The UN has asked the US to investigate the spyware incident involving the phone belonging to Amazon founder Jeff Bezos, the Guardian reports. Motherboard has obtained a copy of FTI Consulting’s forensic report on the device, and notes this conclusion: “Bezos’ phone was compromised via tools procured by Saud al Qahtani,” a close adviser to the Saudi Crown Prince. Experts Motherboard consulted note that the investigators may not have achieved the root access needed to fully inspect the phone, since “good state-sponsored malware” wouldn’t betray itself by appearing in backups. NSO Group’s Pegasus tool is the usual suspect, but the basis for that conclusion, while compelling, remains largely circumstantial.

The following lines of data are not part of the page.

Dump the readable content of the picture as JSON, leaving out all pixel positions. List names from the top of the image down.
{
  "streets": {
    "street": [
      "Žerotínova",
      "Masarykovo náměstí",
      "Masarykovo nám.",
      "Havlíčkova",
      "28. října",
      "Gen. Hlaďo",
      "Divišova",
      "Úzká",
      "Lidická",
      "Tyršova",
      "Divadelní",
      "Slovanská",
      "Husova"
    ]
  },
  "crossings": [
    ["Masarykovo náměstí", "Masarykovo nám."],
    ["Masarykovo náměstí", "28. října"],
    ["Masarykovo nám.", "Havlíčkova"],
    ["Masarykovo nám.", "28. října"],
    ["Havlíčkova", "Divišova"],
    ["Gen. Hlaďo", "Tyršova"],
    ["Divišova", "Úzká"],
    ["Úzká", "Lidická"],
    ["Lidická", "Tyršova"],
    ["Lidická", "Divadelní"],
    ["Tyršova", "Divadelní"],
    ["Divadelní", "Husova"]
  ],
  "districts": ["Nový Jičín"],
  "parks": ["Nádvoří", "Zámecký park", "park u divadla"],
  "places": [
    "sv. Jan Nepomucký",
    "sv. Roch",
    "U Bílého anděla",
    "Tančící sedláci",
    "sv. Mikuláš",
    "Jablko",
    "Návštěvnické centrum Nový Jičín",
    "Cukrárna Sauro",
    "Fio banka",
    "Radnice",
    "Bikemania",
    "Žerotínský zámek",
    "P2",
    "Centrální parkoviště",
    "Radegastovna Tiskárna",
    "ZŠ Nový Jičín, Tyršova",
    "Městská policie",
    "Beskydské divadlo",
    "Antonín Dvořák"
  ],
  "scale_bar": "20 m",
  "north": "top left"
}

Comparitech found five Microsoft Elastisearch servers exposed online on December 29th. Microsoft secured them over the next two days, and disclosed details of the incident yesterday. The data were held in a customer service database. Some two-hundred-fifty-million records were exposed.
A ransomware infestation must now be considered a data breach until investigation proves otherwise. BleepingComputer notes that both Maze and Sodinokibi are prepared to leak data belonging to victims who fail to pay. Dark Reading writes that organizations are increasingly disposed to pay.
According to CNET, Apple and Google are engaged in a dispute over Google’s claims that Apple’s Safari anti-tracking features may actually facilitate tracking.
Windows 7 may have gone west, but the German government just can’t quit it. Berlin will pay Redmond €800,000 in 2020 for extended security updates for about thirty-three-thousand PCs still running Windows 7, OnMSFT reports.